▶ _What is needed_
Given the records below, would you repeat exactly the lines that begin at the one containing "function label(font, color, halo, rows, align" and end at the one containing "M 1,836 L 105,794", inclusive?
___ Entries supplied
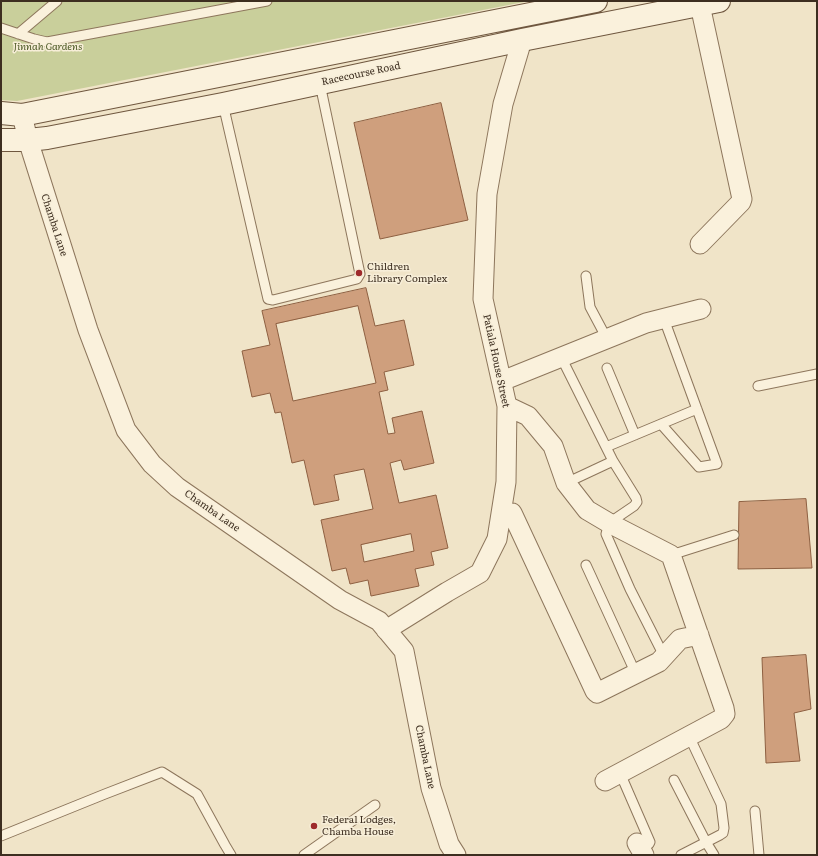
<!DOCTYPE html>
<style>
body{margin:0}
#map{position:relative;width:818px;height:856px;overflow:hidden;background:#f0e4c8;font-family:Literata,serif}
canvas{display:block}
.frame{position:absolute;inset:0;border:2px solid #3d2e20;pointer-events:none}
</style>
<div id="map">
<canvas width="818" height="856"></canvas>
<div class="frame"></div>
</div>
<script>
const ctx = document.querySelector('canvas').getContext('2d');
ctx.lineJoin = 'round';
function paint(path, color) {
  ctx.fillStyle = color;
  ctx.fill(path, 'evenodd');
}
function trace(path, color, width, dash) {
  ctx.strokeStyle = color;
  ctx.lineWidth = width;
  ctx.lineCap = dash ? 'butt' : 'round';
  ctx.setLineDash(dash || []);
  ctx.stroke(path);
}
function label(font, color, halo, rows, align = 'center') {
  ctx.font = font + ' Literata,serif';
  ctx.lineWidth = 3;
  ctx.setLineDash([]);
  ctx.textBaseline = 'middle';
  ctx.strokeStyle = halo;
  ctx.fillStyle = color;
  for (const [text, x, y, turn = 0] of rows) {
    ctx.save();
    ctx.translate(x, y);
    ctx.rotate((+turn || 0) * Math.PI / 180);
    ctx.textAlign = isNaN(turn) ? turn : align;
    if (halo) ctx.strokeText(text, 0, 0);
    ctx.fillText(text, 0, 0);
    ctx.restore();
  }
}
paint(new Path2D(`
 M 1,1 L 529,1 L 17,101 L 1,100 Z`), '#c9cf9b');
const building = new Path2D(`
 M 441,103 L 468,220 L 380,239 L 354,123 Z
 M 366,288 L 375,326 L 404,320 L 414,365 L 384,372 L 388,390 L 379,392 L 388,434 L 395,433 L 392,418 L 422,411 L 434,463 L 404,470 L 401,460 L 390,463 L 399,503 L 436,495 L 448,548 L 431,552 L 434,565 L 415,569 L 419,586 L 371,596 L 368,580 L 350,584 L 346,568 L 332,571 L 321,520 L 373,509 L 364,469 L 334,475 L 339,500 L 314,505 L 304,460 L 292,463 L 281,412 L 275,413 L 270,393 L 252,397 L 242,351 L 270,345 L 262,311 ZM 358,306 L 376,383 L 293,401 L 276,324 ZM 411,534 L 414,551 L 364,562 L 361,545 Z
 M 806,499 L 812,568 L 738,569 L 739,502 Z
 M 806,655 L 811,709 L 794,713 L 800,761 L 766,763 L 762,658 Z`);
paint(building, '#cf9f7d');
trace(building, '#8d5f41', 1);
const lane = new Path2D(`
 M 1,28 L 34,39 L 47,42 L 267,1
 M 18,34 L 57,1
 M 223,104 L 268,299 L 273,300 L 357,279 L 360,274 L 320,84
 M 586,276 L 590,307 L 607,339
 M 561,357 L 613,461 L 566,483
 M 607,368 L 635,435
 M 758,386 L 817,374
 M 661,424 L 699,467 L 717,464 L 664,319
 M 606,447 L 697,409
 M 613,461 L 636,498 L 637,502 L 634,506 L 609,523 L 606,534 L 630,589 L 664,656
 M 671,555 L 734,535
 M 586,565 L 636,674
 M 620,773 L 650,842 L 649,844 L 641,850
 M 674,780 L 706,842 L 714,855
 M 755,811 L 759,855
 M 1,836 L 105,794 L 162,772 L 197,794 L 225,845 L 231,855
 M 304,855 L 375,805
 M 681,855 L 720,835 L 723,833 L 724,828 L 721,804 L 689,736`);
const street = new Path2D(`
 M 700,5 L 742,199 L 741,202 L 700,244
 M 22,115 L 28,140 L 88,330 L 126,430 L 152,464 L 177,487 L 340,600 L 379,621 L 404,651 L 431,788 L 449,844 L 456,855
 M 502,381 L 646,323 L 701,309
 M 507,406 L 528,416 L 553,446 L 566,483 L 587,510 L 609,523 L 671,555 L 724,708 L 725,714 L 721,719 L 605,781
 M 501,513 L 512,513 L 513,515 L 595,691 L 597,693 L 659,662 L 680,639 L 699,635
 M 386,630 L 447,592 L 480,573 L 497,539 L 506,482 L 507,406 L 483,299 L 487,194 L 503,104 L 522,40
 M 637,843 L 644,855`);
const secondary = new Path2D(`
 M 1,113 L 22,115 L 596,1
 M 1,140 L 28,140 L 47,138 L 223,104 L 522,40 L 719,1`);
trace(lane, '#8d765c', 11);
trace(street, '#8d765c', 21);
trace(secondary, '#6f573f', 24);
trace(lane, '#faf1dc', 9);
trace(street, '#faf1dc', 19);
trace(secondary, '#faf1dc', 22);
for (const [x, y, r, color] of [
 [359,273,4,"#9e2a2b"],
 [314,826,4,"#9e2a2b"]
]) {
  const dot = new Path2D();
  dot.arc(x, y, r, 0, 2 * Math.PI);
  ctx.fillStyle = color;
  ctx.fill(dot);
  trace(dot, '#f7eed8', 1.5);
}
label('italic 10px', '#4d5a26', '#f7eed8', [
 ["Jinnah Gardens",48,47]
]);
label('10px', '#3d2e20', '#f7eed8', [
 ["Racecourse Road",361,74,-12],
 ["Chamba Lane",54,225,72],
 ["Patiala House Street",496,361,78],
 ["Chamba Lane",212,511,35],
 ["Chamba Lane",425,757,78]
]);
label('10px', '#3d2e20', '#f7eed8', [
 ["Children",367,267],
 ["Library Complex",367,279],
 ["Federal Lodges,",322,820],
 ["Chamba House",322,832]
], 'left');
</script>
______
___ Entries supplied
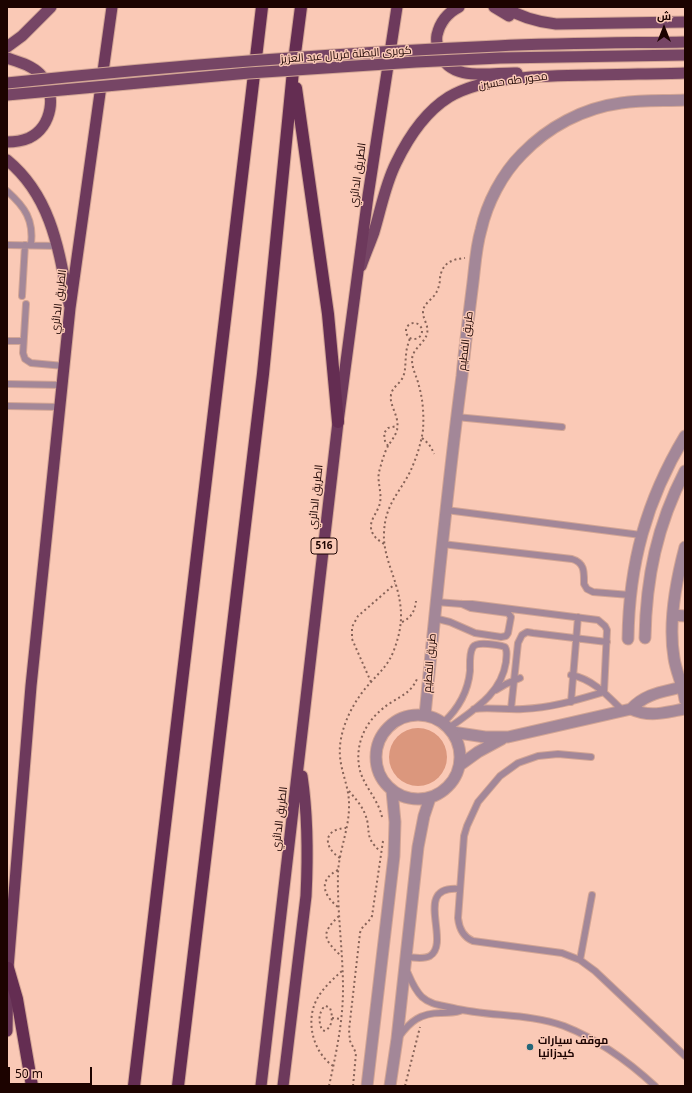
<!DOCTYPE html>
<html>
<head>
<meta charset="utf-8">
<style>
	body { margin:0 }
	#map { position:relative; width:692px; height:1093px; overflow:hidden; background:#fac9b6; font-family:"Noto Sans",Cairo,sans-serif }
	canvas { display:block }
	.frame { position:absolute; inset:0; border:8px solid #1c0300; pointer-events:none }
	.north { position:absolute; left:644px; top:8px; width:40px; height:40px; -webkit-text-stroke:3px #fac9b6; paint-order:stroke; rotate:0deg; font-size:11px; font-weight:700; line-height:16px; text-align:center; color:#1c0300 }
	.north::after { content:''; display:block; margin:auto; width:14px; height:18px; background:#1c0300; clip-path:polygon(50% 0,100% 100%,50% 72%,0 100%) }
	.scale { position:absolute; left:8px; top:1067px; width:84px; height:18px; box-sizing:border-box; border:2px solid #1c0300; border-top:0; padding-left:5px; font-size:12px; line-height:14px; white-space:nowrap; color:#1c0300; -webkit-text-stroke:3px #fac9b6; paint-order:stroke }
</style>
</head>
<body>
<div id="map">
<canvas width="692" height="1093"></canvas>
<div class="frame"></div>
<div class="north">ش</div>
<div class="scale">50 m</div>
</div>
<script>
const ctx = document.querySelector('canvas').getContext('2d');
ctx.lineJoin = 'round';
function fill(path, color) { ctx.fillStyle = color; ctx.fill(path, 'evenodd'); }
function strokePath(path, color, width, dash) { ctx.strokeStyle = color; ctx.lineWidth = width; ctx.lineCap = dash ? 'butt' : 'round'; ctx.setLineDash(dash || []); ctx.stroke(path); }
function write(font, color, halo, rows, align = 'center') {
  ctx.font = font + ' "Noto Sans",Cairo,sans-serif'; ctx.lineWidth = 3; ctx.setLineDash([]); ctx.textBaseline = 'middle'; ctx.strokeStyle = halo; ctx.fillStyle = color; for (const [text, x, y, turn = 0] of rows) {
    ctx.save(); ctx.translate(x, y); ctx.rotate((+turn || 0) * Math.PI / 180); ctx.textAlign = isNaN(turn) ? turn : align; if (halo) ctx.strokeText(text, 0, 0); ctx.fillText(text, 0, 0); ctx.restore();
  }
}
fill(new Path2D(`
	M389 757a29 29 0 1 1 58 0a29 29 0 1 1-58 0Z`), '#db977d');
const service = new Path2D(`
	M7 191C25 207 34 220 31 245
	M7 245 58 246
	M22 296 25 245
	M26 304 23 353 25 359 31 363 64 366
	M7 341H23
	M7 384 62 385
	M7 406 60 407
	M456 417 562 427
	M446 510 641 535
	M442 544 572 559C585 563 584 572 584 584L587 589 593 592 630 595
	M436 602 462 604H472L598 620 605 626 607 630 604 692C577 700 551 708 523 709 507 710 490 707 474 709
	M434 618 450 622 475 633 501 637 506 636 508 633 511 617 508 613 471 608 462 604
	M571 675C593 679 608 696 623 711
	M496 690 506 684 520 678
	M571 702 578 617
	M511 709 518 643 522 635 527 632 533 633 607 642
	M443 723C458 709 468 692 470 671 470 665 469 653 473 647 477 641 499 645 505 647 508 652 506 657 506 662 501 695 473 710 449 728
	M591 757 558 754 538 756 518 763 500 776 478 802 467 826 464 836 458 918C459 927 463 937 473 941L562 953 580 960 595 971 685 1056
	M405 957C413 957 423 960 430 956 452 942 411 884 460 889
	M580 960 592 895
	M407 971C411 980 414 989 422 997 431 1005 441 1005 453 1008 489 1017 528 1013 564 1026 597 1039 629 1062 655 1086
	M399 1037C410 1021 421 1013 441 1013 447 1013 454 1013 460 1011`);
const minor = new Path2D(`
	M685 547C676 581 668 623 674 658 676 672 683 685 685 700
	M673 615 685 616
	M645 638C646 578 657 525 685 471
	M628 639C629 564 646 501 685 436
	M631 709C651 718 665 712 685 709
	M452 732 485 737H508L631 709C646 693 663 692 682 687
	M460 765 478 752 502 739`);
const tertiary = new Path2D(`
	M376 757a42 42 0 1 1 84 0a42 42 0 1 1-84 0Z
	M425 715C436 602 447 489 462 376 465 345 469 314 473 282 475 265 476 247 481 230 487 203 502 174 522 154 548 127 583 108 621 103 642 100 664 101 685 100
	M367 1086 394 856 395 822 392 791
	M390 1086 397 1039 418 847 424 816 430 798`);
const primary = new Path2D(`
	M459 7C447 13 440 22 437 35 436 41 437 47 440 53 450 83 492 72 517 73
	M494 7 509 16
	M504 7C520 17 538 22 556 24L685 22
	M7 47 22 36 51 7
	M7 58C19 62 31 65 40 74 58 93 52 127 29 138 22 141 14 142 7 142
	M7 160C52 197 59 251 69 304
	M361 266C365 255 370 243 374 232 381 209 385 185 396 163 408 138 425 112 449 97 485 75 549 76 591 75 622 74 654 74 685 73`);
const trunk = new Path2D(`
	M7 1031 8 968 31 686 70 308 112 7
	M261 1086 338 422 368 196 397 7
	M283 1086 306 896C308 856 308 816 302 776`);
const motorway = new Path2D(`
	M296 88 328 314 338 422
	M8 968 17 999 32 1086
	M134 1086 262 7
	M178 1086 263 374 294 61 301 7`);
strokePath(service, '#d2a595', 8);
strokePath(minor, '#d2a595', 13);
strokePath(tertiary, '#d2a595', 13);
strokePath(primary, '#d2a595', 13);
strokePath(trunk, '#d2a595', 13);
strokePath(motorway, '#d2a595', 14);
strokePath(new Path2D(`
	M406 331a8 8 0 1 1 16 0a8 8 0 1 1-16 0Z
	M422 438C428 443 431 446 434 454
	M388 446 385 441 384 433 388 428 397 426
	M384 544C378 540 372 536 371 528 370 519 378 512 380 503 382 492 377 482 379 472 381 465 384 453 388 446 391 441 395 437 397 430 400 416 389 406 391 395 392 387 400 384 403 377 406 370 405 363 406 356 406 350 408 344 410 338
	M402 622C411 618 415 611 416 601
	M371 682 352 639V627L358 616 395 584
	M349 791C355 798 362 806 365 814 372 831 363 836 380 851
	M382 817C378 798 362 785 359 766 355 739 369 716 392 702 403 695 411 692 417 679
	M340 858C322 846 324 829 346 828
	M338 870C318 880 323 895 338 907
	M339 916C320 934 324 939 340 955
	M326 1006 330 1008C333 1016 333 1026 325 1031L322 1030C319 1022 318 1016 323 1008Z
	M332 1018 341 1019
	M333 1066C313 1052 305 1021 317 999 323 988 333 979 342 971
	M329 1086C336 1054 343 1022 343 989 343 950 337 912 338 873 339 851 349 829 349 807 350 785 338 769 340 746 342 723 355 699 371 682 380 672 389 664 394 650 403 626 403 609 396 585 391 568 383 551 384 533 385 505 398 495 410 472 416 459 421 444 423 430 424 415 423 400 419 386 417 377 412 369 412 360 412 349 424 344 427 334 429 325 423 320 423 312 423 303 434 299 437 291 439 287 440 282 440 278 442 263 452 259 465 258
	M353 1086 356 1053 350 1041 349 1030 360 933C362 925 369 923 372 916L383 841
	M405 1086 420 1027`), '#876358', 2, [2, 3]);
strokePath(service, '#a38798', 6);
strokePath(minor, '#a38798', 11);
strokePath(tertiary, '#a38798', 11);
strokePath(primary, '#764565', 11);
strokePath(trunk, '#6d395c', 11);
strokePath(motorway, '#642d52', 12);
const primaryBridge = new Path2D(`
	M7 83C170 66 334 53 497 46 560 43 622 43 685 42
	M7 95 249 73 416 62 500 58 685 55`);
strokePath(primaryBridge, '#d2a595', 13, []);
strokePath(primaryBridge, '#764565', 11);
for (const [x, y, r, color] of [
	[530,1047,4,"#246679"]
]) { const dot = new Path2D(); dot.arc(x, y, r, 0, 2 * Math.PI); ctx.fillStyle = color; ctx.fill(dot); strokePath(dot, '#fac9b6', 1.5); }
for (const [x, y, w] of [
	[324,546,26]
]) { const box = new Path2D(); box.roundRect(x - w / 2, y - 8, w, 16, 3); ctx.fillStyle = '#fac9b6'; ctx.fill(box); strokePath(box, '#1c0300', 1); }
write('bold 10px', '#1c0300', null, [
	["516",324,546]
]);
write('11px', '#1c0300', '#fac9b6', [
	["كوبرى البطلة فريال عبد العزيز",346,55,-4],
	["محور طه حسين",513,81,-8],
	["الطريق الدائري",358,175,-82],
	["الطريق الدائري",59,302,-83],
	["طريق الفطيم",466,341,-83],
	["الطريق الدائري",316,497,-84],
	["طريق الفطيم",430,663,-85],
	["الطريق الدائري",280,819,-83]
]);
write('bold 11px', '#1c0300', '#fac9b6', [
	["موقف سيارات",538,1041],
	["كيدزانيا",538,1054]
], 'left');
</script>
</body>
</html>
______
▶ _Your response_
function label(font, color, halo, rows, align = 'center') {
  ctx.font = font + ' Literata,serif';
  ctx.lineWidth = 3;
  ctx.setLineDash([]);
  ctx.textBaseline = 'middle';
  ctx.strokeStyle = halo;
  ctx.fillStyle = color;
  for (const [text, x, y, turn = 0] of rows) {
    ctx.save();
    ctx.translate(x, y);
    ctx.rotate((+turn || 0) * Math.PI / 180);
    ctx.textAlign = isNaN(turn) ? turn : align;
    if (halo) ctx.strokeText(text, 0, 0);
    ctx.fillText(text, 0, 0);
    ctx.restore();
  }
}
paint(new Path2D(`
 M 1,1 L 529,1 L 17,101 L 1,100 Z`), '#c9cf9b');
const building = new Path2D(`
 M 441,103 L 468,220 L 380,239 L 354,123 Z
 M 366,288 L 375,326 L 404,320 L 414,365 L 384,372 L 388,390 L 379,392 L 388,434 L 395,433 L 392,418 L 422,411 L 434,463 L 404,470 L 401,460 L 390,463 L 399,503 L 436,495 L 448,548 L 431,552 L 434,565 L 415,569 L 419,586 L 371,596 L 368,580 L 350,584 L 346,568 L 332,571 L 321,520 L 373,509 L 364,469 L 334,475 L 339,500 L 314,505 L 304,460 L 292,463 L 281,412 L 275,413 L 270,393 L 252,397 L 242,351 L 270,345 L 262,311 ZM 358,306 L 376,383 L 293,401 L 276,324 ZM 411,534 L 414,551 L 364,562 L 361,545 Z
 M 806,499 L 812,568 L 738,569 L 739,502 Z
 M 806,655 L 811,709 L 794,713 L 800,761 L 766,763 L 762,658 Z`);
paint(building, '#cf9f7d');
trace(building, '#8d5f41', 1);
const lane = new Path2D(`
 M 1,28 L 34,39 L 47,42 L 267,1
 M 18,34 L 57,1
 M 223,104 L 268,299 L 273,300 L 357,279 L 360,274 L 320,84
 M 586,276 L 590,307 L 607,339
 M 561,357 L 613,461 L 566,483
 M 607,368 L 635,435
 M 758,386 L 817,374
 M 661,424 L 699,467 L 717,464 L 664,319
 M 606,447 L 697,409
 M 613,461 L 636,498 L 637,502 L 634,506 L 609,523 L 606,534 L 630,589 L 664,656
 M 671,555 L 734,535
 M 586,565 L 636,674
 M 620,773 L 650,842 L 649,844 L 641,850
 M 674,780 L 706,842 L 714,855
 M 755,811 L 759,855
 M 1,836 L 105,794 L 162,772 L 197,794 L 225,845 L 231,855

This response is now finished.